Every line that contains the word "position" is to be copied from the listing.
▬▬▬
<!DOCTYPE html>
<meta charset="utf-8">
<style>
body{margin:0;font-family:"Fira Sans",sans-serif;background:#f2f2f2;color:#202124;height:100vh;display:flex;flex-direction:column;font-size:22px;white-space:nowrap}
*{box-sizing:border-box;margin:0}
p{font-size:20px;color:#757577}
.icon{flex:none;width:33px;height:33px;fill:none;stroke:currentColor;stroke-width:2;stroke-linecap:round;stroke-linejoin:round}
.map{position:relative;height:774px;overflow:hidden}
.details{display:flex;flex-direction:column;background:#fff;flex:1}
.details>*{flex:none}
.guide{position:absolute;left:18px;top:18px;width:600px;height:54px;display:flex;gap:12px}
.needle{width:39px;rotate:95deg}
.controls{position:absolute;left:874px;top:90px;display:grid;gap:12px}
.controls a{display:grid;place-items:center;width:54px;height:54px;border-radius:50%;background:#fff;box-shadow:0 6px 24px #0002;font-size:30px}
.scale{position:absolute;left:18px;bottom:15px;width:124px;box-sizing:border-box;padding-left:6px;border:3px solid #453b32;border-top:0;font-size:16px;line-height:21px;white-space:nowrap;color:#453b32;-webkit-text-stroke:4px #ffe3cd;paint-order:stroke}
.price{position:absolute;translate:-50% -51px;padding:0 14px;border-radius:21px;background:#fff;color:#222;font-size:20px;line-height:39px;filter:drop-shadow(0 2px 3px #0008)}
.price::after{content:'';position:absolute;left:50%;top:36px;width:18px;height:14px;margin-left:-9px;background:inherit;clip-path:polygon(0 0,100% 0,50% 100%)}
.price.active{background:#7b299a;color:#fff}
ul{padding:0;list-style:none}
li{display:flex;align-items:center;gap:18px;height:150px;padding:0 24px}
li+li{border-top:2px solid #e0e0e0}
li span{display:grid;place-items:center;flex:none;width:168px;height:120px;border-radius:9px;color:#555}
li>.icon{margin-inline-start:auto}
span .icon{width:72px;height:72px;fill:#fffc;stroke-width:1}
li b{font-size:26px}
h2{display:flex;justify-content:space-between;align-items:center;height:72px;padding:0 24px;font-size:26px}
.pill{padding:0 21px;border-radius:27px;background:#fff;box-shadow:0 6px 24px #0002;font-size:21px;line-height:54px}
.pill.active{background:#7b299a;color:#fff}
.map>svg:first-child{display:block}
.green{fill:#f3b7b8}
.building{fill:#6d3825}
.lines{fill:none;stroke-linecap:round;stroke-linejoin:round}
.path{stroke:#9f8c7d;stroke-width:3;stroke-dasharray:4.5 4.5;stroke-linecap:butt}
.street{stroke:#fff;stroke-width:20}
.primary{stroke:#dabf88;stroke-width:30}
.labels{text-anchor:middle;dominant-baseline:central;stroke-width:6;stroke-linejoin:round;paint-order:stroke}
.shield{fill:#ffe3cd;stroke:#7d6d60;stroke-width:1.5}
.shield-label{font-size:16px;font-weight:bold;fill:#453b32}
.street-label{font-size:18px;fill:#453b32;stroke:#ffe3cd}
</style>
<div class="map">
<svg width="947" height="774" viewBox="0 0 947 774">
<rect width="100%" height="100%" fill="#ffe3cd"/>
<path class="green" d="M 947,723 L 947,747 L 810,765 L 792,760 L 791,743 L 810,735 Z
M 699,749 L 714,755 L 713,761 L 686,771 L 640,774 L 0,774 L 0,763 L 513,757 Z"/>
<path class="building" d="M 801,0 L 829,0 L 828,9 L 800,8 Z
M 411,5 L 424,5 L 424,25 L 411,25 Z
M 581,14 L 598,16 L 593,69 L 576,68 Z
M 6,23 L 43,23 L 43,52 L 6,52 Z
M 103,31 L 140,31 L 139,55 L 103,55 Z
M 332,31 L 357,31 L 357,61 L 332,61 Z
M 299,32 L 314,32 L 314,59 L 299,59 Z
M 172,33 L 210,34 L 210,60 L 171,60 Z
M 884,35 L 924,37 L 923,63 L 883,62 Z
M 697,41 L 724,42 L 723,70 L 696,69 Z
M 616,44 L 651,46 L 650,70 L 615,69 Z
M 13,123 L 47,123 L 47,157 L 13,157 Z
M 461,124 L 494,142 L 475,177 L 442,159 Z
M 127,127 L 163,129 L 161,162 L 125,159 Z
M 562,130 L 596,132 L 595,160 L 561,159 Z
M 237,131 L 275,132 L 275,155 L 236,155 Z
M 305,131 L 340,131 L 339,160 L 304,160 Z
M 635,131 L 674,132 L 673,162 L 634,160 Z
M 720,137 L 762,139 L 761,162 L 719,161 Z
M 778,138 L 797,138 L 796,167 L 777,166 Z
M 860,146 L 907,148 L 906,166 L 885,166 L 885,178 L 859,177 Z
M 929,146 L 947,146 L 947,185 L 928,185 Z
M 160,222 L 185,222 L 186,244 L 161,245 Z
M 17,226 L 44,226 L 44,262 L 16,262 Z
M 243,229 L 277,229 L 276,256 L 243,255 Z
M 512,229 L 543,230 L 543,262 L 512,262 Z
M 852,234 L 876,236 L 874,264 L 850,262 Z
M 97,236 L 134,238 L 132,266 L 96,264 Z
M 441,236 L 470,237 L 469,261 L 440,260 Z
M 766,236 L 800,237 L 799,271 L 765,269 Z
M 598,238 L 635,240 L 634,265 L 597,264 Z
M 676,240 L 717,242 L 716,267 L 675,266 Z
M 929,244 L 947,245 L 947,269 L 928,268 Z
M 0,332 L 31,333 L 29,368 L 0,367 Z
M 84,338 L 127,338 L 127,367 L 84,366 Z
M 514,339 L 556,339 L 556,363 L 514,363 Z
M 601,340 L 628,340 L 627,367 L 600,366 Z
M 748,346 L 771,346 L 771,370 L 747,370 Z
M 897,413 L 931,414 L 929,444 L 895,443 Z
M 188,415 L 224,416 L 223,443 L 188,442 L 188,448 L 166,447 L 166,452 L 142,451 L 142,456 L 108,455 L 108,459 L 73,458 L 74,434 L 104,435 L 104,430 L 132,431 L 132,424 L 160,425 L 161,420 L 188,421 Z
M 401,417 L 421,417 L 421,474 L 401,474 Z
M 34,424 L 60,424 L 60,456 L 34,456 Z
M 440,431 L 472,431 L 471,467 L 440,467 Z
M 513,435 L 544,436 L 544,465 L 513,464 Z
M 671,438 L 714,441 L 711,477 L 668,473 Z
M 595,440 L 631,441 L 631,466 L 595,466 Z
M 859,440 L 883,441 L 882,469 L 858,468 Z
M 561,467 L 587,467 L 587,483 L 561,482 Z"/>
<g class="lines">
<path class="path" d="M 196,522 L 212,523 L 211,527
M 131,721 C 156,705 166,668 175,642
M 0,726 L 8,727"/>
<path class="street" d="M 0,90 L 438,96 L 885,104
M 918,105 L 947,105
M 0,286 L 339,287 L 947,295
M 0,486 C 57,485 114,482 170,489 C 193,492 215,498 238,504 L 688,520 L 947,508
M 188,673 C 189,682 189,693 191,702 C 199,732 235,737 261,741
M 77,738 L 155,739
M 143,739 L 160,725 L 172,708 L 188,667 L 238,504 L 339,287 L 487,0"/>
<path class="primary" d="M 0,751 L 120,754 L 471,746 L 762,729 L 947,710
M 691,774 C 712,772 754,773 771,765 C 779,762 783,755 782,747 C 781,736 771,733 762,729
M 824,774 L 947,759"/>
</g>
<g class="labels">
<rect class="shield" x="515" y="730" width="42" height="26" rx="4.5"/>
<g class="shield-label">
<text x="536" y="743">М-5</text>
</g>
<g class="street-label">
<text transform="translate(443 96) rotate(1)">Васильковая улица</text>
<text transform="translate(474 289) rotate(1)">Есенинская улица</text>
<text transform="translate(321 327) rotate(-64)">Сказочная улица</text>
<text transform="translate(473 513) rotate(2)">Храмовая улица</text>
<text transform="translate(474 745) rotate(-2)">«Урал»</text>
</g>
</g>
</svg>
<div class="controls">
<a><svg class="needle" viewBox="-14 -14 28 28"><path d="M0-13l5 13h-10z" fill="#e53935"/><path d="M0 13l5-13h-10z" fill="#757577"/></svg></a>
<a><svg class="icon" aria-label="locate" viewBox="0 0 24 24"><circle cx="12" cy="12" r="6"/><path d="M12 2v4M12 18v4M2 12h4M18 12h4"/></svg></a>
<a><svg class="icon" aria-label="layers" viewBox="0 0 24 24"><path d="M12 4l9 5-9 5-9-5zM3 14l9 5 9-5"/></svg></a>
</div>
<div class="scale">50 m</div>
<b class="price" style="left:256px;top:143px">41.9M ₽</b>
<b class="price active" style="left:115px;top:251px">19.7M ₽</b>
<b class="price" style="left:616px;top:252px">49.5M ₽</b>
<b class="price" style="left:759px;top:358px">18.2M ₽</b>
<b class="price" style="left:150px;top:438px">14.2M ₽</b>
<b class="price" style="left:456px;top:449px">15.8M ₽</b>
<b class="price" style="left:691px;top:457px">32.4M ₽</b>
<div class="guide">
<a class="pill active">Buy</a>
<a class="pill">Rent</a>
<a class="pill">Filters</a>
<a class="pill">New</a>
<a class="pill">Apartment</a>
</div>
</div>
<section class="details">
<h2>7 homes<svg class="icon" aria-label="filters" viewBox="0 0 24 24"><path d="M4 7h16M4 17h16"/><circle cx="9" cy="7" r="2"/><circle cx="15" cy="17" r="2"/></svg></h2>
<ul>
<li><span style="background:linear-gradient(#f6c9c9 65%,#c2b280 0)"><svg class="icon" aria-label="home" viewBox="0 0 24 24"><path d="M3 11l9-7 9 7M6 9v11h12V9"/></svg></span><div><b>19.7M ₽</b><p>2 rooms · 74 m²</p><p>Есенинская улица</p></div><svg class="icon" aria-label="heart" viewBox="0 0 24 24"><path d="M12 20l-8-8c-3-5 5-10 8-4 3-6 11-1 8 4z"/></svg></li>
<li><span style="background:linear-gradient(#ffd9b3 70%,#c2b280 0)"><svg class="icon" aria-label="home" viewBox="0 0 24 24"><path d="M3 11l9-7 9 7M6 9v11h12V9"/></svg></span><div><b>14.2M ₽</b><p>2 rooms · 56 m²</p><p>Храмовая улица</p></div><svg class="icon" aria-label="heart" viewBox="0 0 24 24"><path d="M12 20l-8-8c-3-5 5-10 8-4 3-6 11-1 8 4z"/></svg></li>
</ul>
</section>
▬▬▬
**Worked solution**:
.map{position:relative;height:774px;overflow:hidden}
.guide{position:absolute;left:18px;top:18px;width:600px;height:54px;display:flex;gap:12px}
.controls{position:absolute;left:874px;top:90px;display:grid;gap:12px}
.scale{position:absolute;left:18px;bottom:15px;width:124px;box-sizing:border-box;padding-left:6px;border:3px solid #453b32;border-top:0;font-size:16px;line-height:21px;white-space:nowrap;color:#453b32;-webkit-text-stroke:4px #ffe3cd;paint-order:stroke}
.price{position:absolute;translate:-50% -51px;padding:0 14px;border-radius:21px;background:#fff;color:#222;font-size:20px;line-height:39px;filter:drop-shadow(0 2px 3px #0008)}
.price::after{content:'';position:absolute;left:50%;top:36px;width:18px;height:14px;margin-left:-9px;background:inherit;clip-path:polygon(0 0,100% 0,50% 100%)}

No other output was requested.